DATASET EXTRACT:
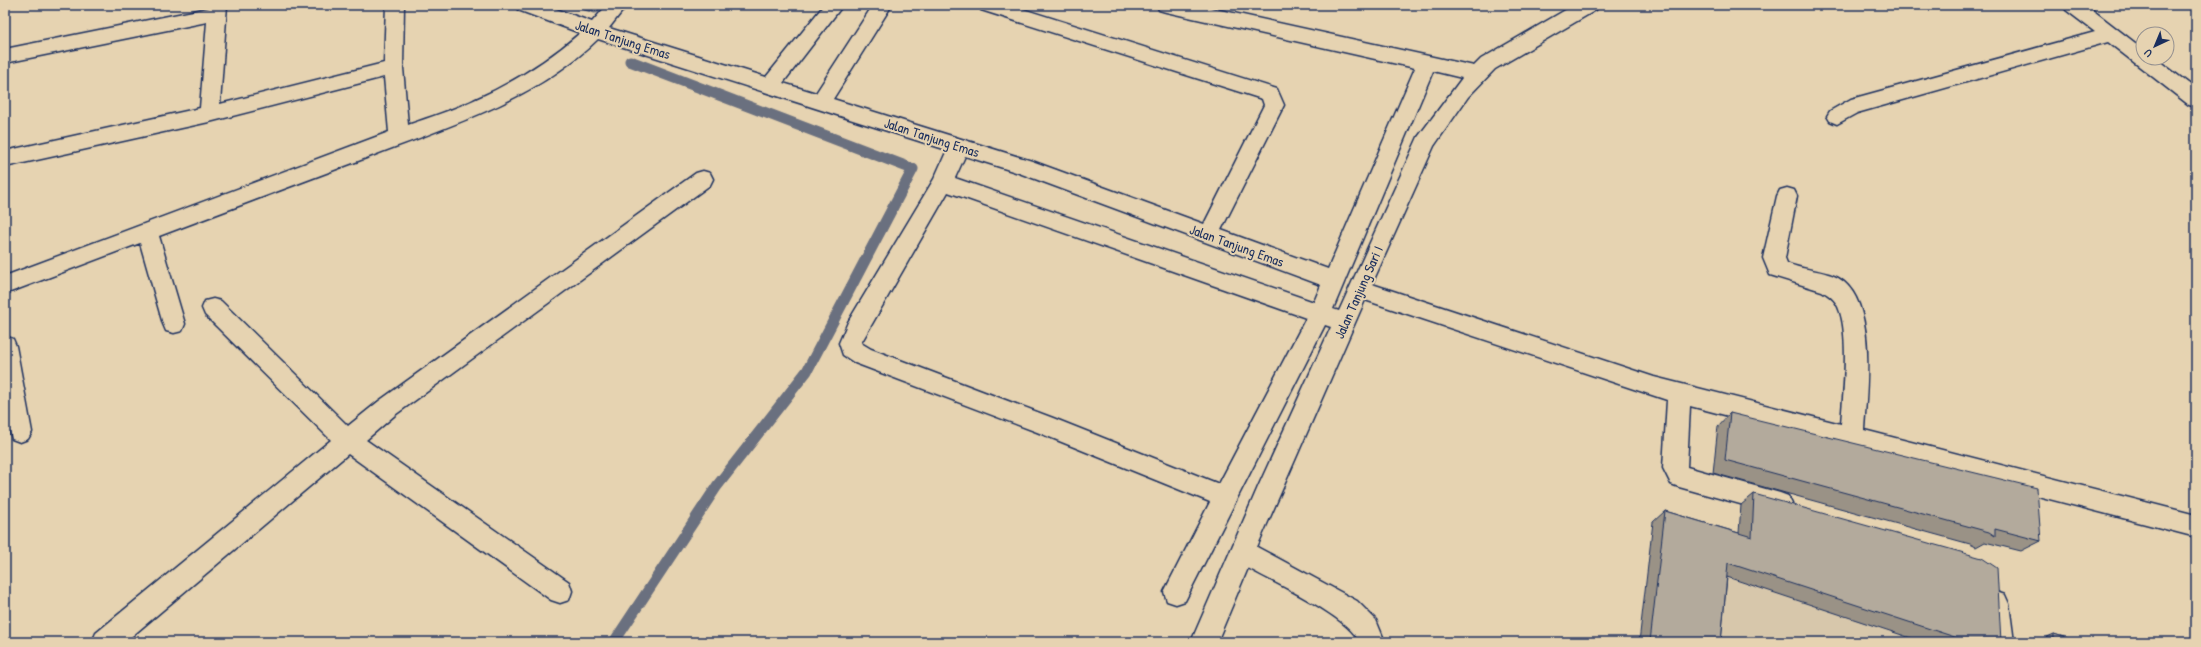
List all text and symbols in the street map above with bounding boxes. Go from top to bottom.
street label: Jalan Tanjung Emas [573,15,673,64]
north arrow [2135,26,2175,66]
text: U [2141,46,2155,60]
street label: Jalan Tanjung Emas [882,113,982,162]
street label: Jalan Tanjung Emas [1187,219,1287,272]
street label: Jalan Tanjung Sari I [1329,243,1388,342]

--

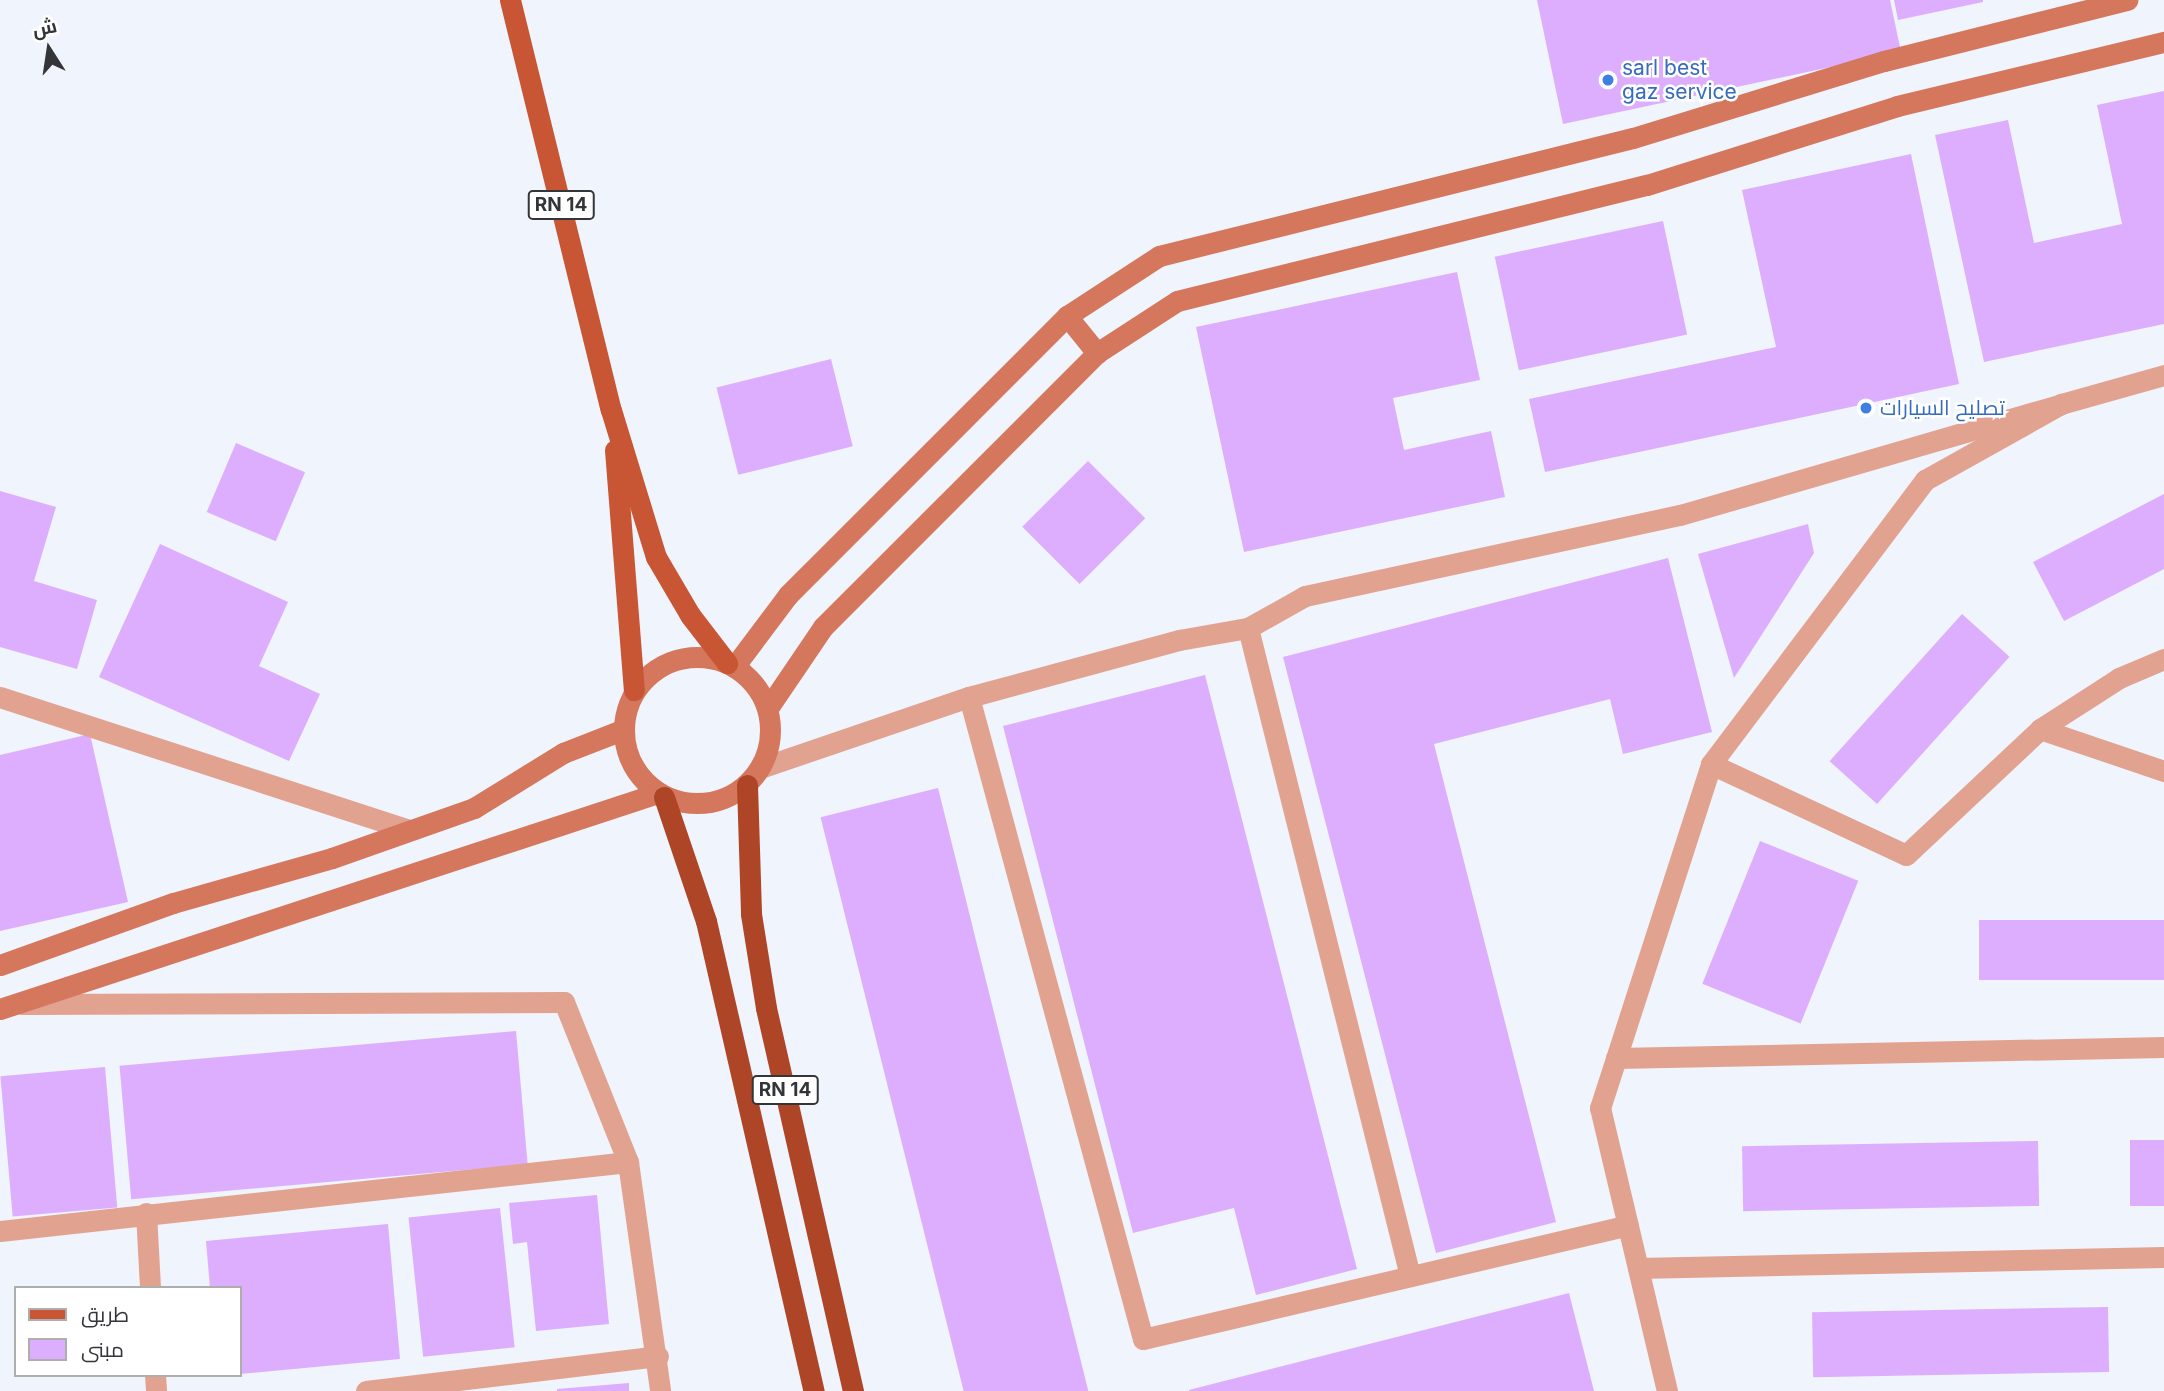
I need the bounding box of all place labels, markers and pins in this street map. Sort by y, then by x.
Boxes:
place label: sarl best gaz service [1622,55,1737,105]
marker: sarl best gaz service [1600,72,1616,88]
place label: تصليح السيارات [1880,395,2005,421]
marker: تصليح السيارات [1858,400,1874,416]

...

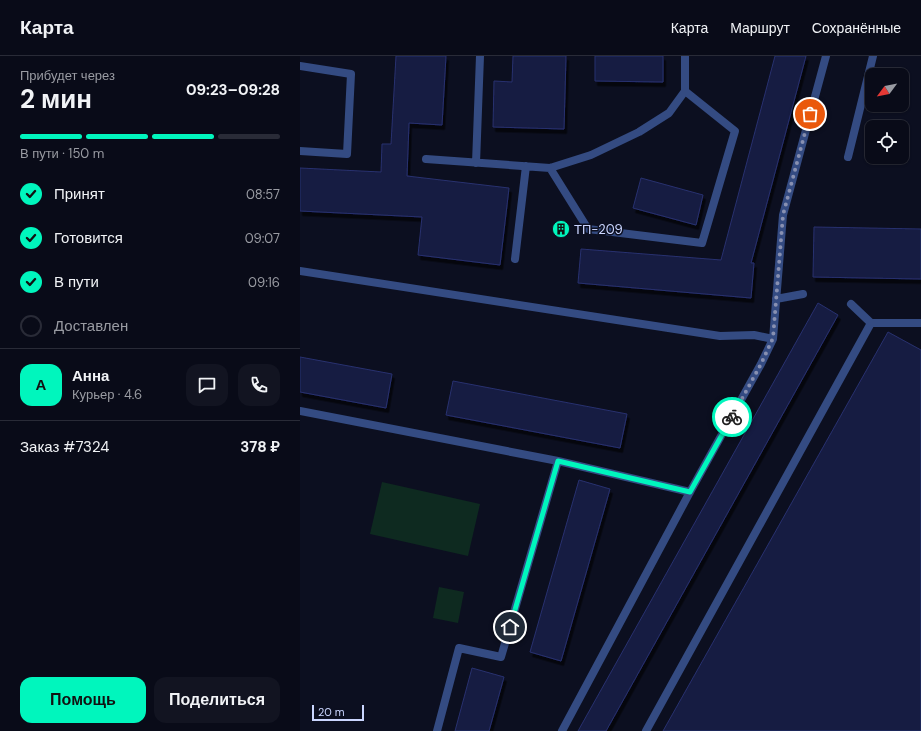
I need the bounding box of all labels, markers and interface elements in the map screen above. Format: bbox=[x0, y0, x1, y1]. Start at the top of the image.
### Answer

PROBLEM REQUIREMENTS: Only the lines holding the word "labels" belong in the answer; copy them from the listing above.

EXPECTED ANSWER:
I need the bounding box of all place labels, markers and pins in this street map. Sort by y, then by x.
I need the bounding box of all labels, markers and interface elements in the map screen above. Format: bbox=[x0, y0, x1, y1]. Start at the top of the image.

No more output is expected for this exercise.